WORK REQUEST:
Look through the material below and report every line that includes "heat".

LISTED ENTRIES:
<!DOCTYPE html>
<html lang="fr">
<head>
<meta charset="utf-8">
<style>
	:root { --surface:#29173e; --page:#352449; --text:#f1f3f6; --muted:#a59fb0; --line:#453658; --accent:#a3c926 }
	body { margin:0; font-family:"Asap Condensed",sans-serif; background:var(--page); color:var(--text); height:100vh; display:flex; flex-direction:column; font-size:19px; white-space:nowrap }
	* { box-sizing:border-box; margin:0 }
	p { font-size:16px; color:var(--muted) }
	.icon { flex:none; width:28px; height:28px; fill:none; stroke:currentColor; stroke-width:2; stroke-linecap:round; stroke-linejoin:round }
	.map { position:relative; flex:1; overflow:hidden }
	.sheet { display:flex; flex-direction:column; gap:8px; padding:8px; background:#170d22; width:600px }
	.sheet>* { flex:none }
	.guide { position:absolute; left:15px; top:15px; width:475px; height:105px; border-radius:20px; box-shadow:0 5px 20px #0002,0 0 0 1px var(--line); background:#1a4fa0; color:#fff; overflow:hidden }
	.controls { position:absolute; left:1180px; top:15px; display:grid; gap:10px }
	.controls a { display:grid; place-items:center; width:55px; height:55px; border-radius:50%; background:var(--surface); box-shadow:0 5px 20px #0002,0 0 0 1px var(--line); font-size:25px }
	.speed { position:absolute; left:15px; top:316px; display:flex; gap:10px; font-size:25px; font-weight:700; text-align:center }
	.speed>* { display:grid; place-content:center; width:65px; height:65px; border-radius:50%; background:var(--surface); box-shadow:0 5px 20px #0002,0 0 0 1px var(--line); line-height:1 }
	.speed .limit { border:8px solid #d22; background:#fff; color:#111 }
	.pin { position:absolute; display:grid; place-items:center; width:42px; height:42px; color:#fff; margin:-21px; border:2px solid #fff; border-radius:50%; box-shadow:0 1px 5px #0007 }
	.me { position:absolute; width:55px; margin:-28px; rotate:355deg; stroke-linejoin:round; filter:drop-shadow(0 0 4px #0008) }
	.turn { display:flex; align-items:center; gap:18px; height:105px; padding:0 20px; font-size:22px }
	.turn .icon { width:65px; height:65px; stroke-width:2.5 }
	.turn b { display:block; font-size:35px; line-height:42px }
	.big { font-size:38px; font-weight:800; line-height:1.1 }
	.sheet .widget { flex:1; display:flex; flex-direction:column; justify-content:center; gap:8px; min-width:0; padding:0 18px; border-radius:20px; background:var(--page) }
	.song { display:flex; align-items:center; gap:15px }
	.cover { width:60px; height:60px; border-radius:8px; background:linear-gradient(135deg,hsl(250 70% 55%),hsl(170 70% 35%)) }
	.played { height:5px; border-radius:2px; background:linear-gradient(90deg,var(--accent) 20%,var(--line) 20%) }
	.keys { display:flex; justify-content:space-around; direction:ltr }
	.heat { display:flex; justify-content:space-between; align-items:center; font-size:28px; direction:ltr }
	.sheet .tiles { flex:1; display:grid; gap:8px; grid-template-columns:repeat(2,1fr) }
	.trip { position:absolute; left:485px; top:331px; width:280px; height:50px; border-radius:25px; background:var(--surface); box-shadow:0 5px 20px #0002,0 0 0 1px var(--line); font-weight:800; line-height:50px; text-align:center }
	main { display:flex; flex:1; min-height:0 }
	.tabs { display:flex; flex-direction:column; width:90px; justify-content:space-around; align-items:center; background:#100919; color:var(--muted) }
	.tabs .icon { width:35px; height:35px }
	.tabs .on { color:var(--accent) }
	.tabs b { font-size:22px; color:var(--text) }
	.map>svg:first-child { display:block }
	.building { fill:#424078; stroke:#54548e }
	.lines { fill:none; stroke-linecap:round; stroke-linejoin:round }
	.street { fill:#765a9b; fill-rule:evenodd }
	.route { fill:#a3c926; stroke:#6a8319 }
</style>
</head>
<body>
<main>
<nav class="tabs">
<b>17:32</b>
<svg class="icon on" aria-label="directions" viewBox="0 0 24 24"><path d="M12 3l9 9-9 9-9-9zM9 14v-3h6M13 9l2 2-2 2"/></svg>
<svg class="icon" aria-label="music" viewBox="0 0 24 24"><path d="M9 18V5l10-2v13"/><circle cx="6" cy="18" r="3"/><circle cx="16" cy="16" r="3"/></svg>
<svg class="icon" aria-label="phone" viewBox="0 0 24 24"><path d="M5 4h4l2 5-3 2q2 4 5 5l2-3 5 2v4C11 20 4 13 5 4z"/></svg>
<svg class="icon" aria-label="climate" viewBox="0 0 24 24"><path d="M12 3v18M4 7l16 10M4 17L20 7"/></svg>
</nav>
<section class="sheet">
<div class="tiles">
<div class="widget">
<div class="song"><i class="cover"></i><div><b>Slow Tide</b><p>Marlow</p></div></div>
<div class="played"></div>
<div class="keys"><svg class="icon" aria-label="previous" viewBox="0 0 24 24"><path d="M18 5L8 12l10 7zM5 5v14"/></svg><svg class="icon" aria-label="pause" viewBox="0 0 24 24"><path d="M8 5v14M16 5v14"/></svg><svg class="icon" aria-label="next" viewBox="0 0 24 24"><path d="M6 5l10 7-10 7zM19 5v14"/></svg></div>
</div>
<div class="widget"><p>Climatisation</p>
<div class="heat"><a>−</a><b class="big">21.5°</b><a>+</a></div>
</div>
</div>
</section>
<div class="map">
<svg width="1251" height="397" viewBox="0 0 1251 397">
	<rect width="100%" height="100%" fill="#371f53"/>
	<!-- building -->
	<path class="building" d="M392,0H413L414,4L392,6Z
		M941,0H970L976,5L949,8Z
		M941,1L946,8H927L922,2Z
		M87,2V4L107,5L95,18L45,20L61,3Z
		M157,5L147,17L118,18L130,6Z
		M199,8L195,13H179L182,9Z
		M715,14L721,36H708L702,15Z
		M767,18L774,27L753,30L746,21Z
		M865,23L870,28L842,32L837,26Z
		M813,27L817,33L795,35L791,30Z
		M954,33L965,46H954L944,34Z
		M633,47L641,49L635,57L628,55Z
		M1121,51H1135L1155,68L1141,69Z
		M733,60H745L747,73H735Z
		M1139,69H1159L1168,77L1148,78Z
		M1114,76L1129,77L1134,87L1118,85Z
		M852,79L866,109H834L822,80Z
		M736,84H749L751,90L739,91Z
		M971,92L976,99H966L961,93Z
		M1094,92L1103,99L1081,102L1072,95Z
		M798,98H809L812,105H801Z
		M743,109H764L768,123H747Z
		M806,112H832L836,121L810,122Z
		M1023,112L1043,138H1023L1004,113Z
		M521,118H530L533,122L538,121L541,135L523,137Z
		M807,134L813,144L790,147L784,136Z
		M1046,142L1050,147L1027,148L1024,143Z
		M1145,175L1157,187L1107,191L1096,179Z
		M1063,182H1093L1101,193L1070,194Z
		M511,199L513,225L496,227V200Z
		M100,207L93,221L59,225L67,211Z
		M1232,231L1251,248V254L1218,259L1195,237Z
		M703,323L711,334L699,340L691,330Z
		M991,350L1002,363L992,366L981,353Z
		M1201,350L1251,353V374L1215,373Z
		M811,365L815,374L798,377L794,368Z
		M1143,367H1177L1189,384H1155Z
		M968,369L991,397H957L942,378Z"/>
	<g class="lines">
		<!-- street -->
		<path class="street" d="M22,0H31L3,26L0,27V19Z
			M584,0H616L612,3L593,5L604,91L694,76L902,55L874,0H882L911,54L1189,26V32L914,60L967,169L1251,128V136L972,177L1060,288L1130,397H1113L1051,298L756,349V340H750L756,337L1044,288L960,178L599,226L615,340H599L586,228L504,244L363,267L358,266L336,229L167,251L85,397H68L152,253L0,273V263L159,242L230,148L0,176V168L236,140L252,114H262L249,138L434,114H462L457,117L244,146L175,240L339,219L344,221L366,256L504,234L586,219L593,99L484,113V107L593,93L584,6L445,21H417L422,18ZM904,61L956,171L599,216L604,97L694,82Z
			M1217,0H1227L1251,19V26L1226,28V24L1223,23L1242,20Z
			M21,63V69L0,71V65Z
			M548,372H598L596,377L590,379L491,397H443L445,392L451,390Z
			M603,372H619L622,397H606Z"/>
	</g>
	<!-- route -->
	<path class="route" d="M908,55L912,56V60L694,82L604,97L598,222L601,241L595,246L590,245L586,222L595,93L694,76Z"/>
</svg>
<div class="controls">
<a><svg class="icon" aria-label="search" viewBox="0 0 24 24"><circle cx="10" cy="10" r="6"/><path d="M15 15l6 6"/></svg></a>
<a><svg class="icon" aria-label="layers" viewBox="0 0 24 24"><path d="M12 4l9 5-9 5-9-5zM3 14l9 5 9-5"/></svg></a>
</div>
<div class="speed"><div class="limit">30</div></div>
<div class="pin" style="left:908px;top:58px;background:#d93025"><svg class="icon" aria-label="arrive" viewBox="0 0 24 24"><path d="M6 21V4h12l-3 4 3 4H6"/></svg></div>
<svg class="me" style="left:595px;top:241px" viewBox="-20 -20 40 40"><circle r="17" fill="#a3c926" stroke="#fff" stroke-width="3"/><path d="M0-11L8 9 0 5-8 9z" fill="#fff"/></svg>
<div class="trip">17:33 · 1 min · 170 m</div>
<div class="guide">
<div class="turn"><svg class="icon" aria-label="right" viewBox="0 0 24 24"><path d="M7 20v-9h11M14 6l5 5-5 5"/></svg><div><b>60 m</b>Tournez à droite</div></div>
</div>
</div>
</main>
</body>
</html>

RESPONSE BELOW:
	.heat { display:flex; justify-content:space-between; align-items:center; font-size:28px; direction:ltr }
<div class="heat"><a>−</a><b class="big">21.5°</b><a>+</a></div>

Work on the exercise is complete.